▶ [INSTRUCTIONS FOR THE TASK]: A faithful, word-for-word copy of the records is required, and it must contain no pictures.

Collected data
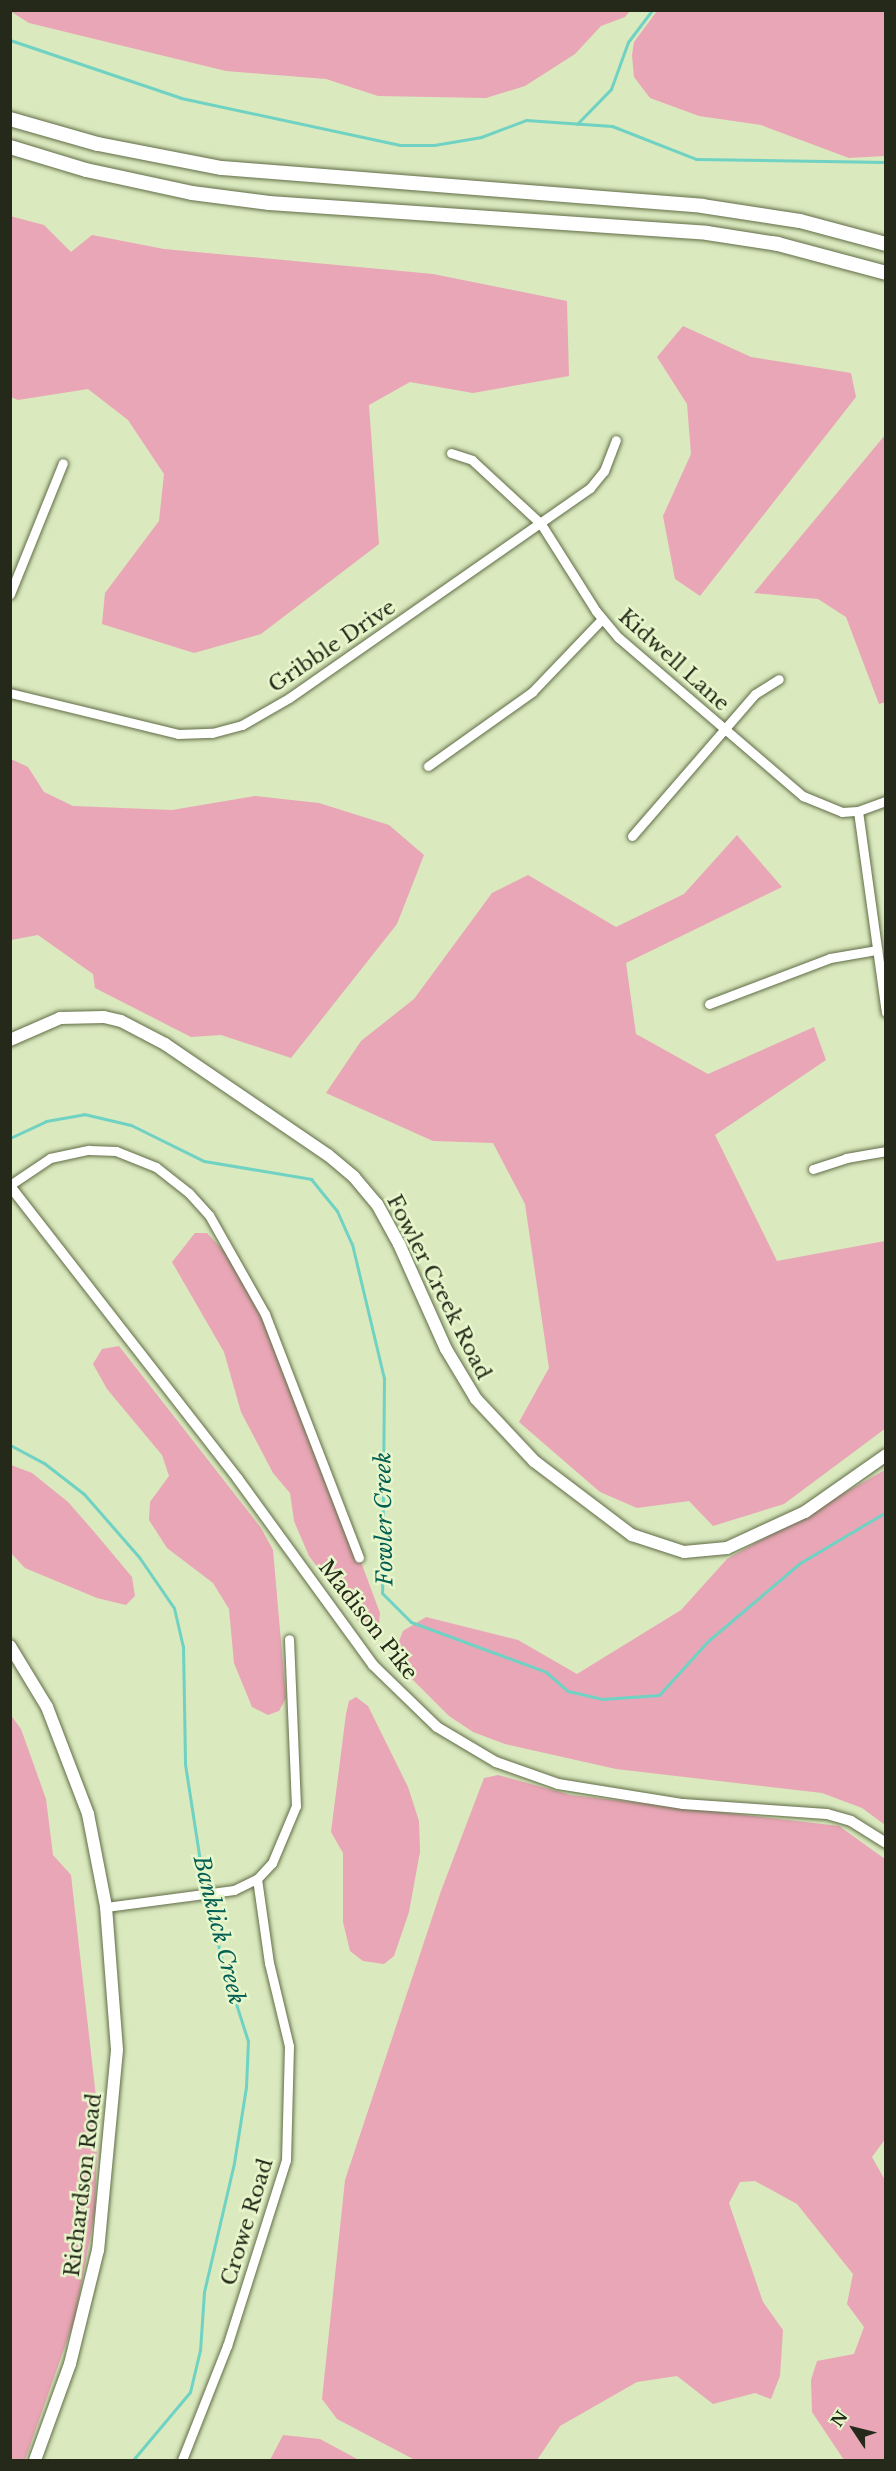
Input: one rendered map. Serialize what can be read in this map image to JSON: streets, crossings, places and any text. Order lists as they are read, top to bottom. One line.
{"streets":{"main road":["Fowler Creek Road","Richardson Road"],"street":["Gribble Drive","Kidwell Lane","Madison Pike","Crowe Road"]},"crossings":[["Gribble Drive","Kidwell Lane"]],"water":["Fowler Creek","Banklick Creek"],"north":"top left"}
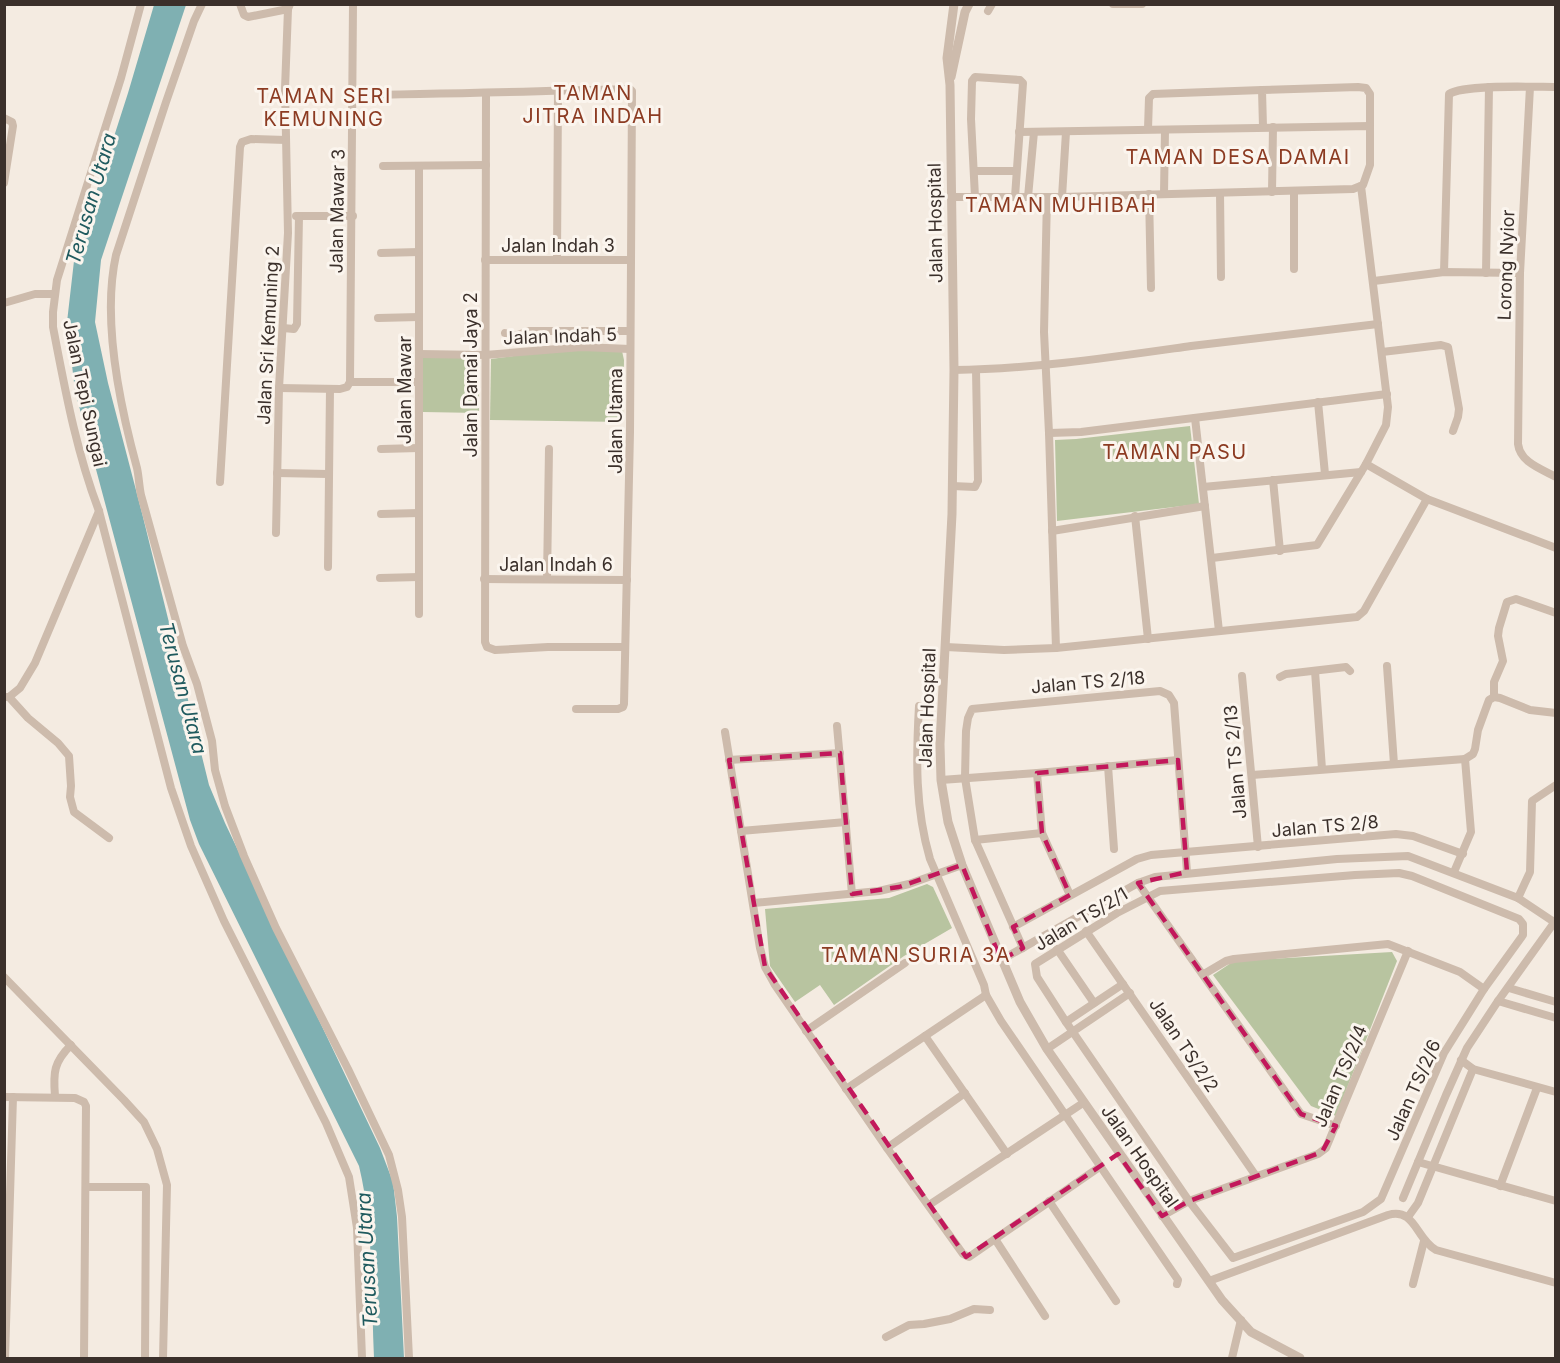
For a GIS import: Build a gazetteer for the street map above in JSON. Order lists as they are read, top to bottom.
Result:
{
  "streets": {
    "street": [
      "Jalan Mawar 3",
      "Jalan Hospital",
      "Jalan Indah 3",
      "Lorong Nyior",
      "Jalan Sri Kemuning 2",
      "Jalan Indah 5",
      "Jalan Damai Jaya 2",
      "Jalan Mawar",
      "Jalan Tepi Sungai",
      "Jalan Utama",
      "Jalan Indah 6",
      "Jalan TS 2/18",
      "Jalan TS 2/13",
      "Jalan TS 2/8",
      "Jalan TS/2/1",
      "Jalan TS/2/2",
      "Jalan TS/2/4",
      "Jalan TS/2/6"
    ]
  },
  "crossings": [
    ["Jalan Hospital", "Jalan TS/2/4"],
    ["Jalan Indah 3", "Jalan Damai Jaya 2"],
    ["Jalan Indah 3", "Jalan Utama"],
    ["Jalan Indah 5", "Jalan Damai Jaya 2"],
    ["Jalan Indah 5", "Jalan Mawar"],
    ["Jalan Indah 5", "Jalan Utama"],
    ["Jalan Damai Jaya 2", "Jalan Utama"],
    ["Jalan Damai Jaya 2", "Jalan Indah 6"],
    ["Jalan Utama", "Jalan Indah 6"],
    ["Jalan TS 2/18", "Jalan TS 2/8"],
    ["Jalan TS 2/13", "Jalan TS 2/8"],
    ["Jalan TS/2/1", "Jalan TS/2/2"],
    ["Jalan TS/2/1", "Jalan TS/2/6"],
    ["Jalan TS/2/2", "Jalan TS/2/4"],
    ["Jalan TS/2/4", "Jalan TS/2/6"]
  ],
  "districts": [
    "TAMAN JITRA INDAH",
    "TAMAN SERI KEMUNING",
    "TAMAN DESA DAMAI",
    "TAMAN MUHIBAH",
    "TAMAN PASU",
    "TAMAN SURIA 3A"
  ],
  "water": ["Terusan Utara"]
}
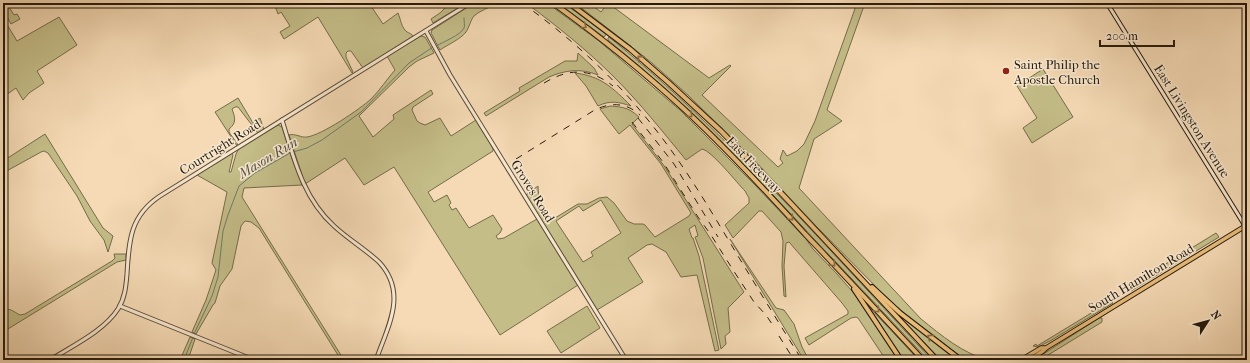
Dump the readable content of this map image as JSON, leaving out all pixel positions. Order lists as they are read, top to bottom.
{
  "streets": {
    "highway": ["East Freeway"],
    "main road": ["South Hamilton Road"],
    "street": ["East Livingston Avenue", "Courtright Road", "Groves Road"]
  },
  "crossings": [
    ["East Livingston Avenue", "South Hamilton Road"],
    ["Courtright Road", "Groves Road"]
  ],
  "water": ["Mason Run"],
  "places": ["Saint Philip the Apostle Church"],
  "scale_bar": "200 m",
  "north": "top right"
}
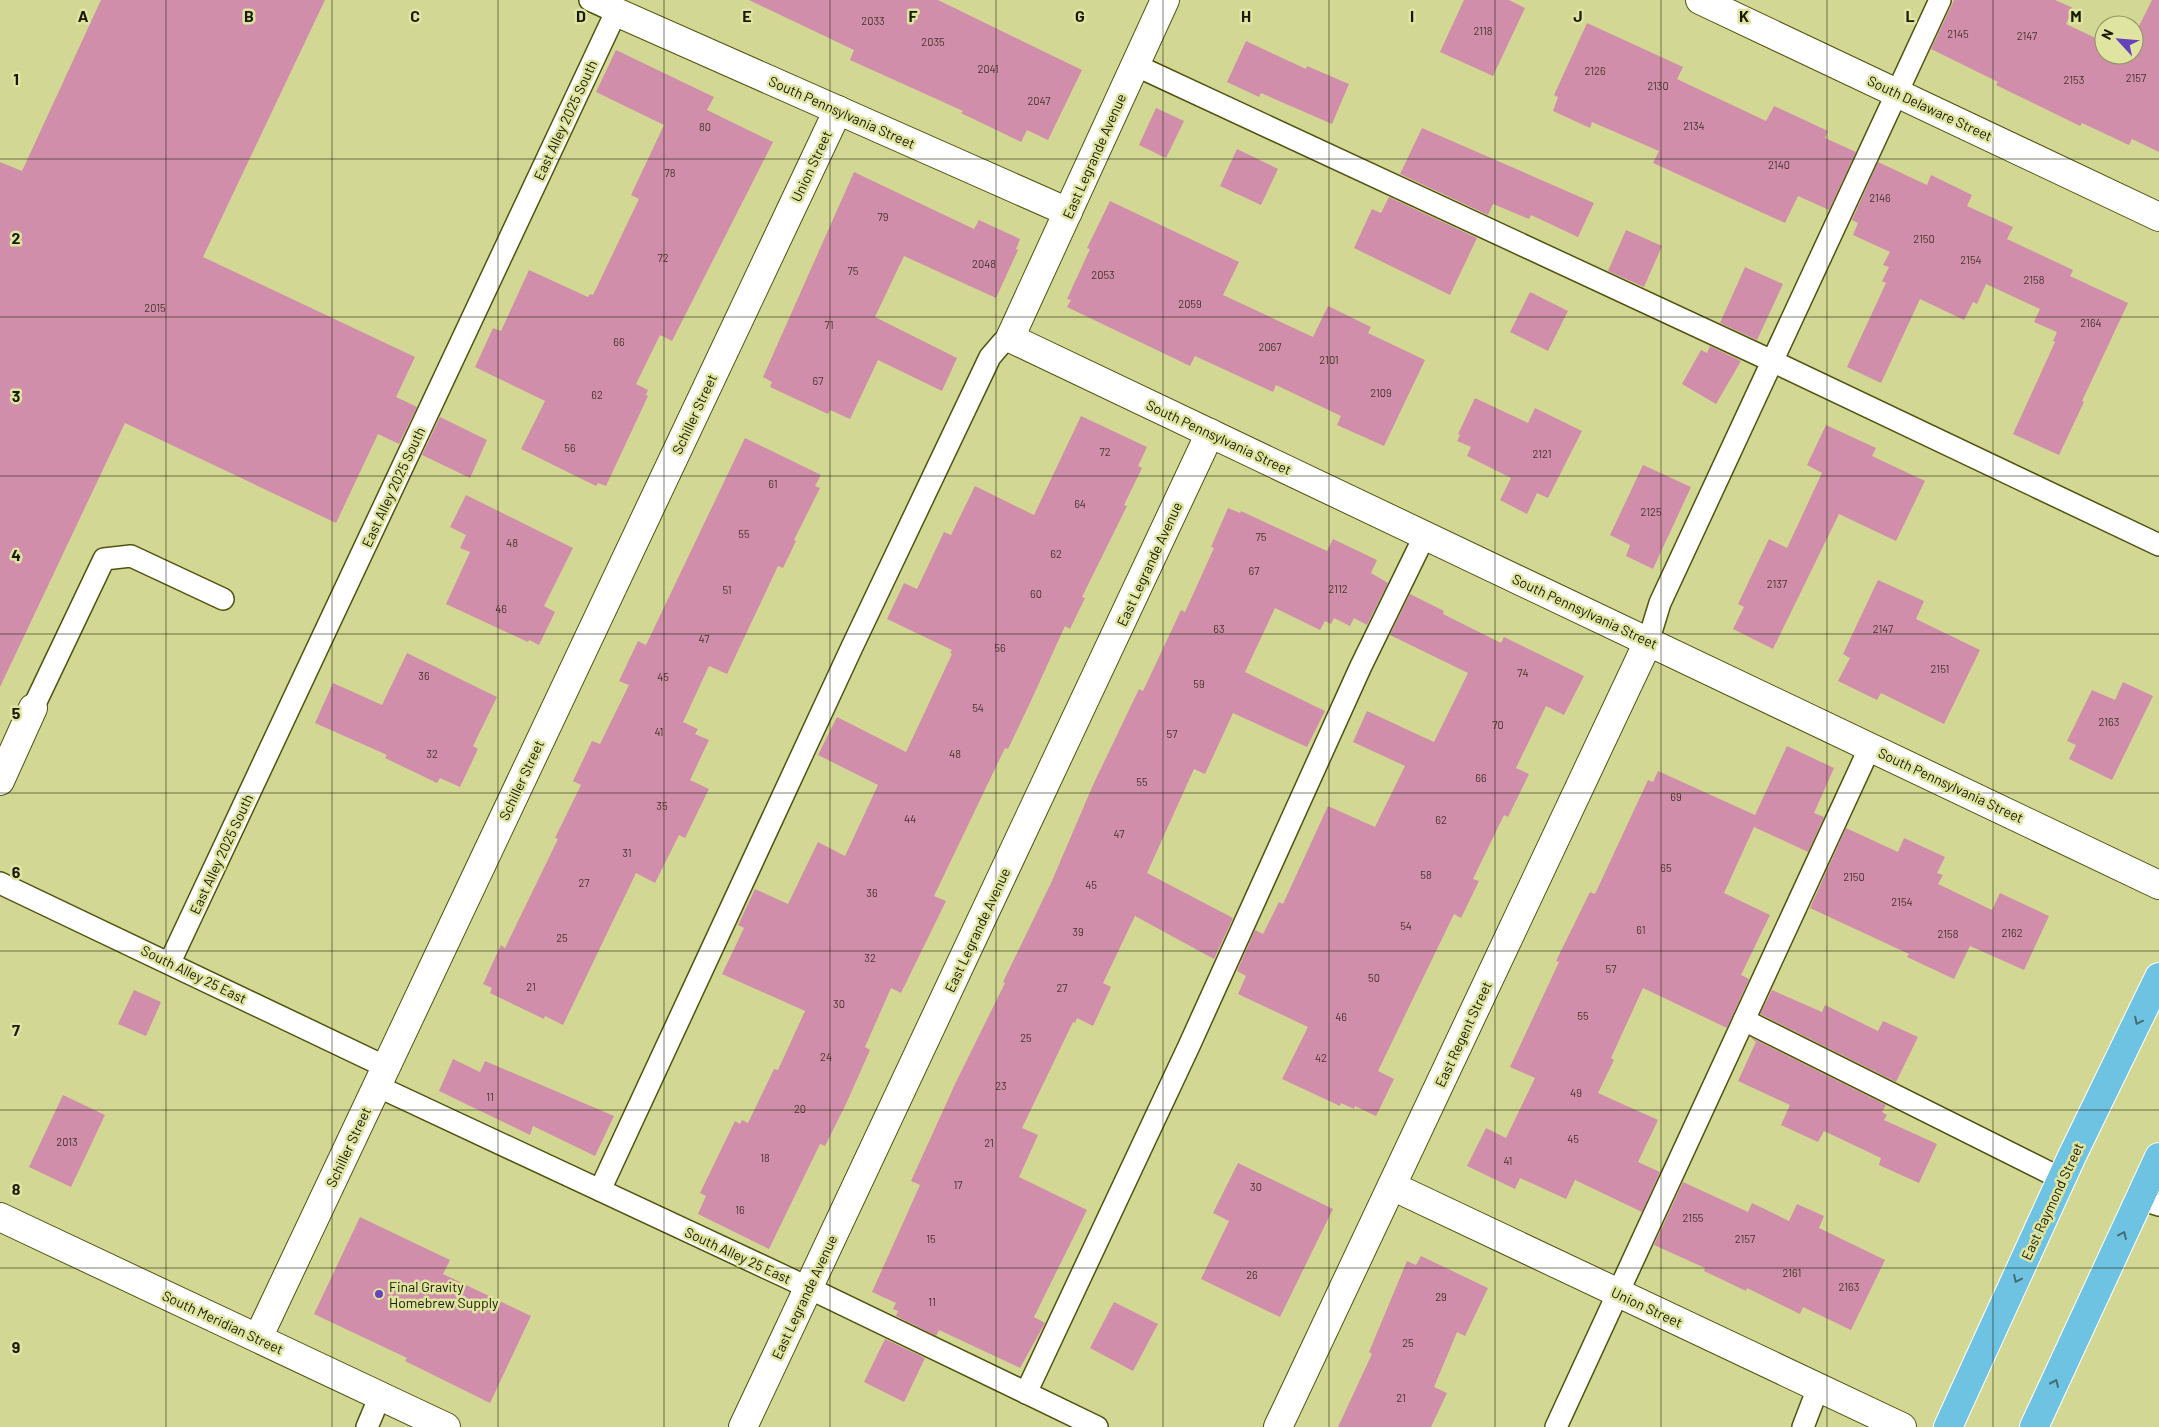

▶ [EXERCISE RESULT]:
Input: one rendered map. Serialize what can be read in this map image to JSON: streets, crossings, places and any text. Order lists as they are read, top to bottom. One line.
{"streets":{"main road":["Fowler Creek Road","Richardson Road"],"street":["Gribble Drive","Kidwell Lane","Madison Pike","Crowe Road"]},"crossings":[["Gribble Drive","Kidwell Lane"]],"water":["Fowler Creek","Banklick Creek"],"north":"top left"}
For a GIS import: Build a gazetteer for the street map above in JSON. Order lists as they are read, top to bottom.
Result:
{
  "streets": {
    "street": [
      "Jalan Mawar 3",
      "Jalan Hospital",
      "Jalan Indah 3",
      "Lorong Nyior",
      "Jalan Sri Kemuning 2",
      "Jalan Indah 5",
      "Jalan Damai Jaya 2",
      "Jalan Mawar",
      "Jalan Tepi Sungai",
      "Jalan Utama",
      "Jalan Indah 6",
      "Jalan TS 2/18",
      "Jalan TS 2/13",
      "Jalan TS 2/8",
      "Jalan TS/2/1",
      "Jalan TS/2/2",
      "Jalan TS/2/4",
      "Jalan TS/2/6"
    ]
  },
  "crossings": [
    ["Jalan Hospital", "Jalan TS/2/4"],
    ["Jalan Indah 3", "Jalan Damai Jaya 2"],
    ["Jalan Indah 3", "Jalan Utama"],
    ["Jalan Indah 5", "Jalan Damai Jaya 2"],
    ["Jalan Indah 5", "Jalan Mawar"],
    ["Jalan Indah 5", "Jalan Utama"],
    ["Jalan Damai Jaya 2", "Jalan Utama"],
    ["Jalan Damai Jaya 2", "Jalan Indah 6"],
    ["Jalan Utama", "Jalan Indah 6"],
    ["Jalan TS 2/18", "Jalan TS 2/8"],
    ["Jalan TS 2/13", "Jalan TS 2/8"],
    ["Jalan TS/2/1", "Jalan TS/2/2"],
    ["Jalan TS/2/1", "Jalan TS/2/6"],
    ["Jalan TS/2/2", "Jalan TS/2/4"],
    ["Jalan TS/2/4", "Jalan TS/2/6"]
  ],
  "districts": [
    "TAMAN JITRA INDAH",
    "TAMAN SERI KEMUNING",
    "TAMAN DESA DAMAI",
    "TAMAN MUHIBAH",
    "TAMAN PASU",
    "TAMAN SURIA 3A"
  ],
  "water": ["Terusan Utara"]
}
Dump the readable content of this map image as JSON, leaving out all pixel positions. Order lists as they are read, top to bottom.
{
  "streets": {
    "highway": ["East Freeway"],
    "main road": ["South Hamilton Road"],
    "street": ["East Livingston Avenue", "Courtright Road", "Groves Road"]
  },
  "crossings": [
    ["East Livingston Avenue", "South Hamilton Road"],
    ["Courtright Road", "Groves Road"]
  ],
  "water": ["Mason Run"],
  "places": ["Saint Philip the Apostle Church"],
  "scale_bar": "200 m",
  "north": "top right"
}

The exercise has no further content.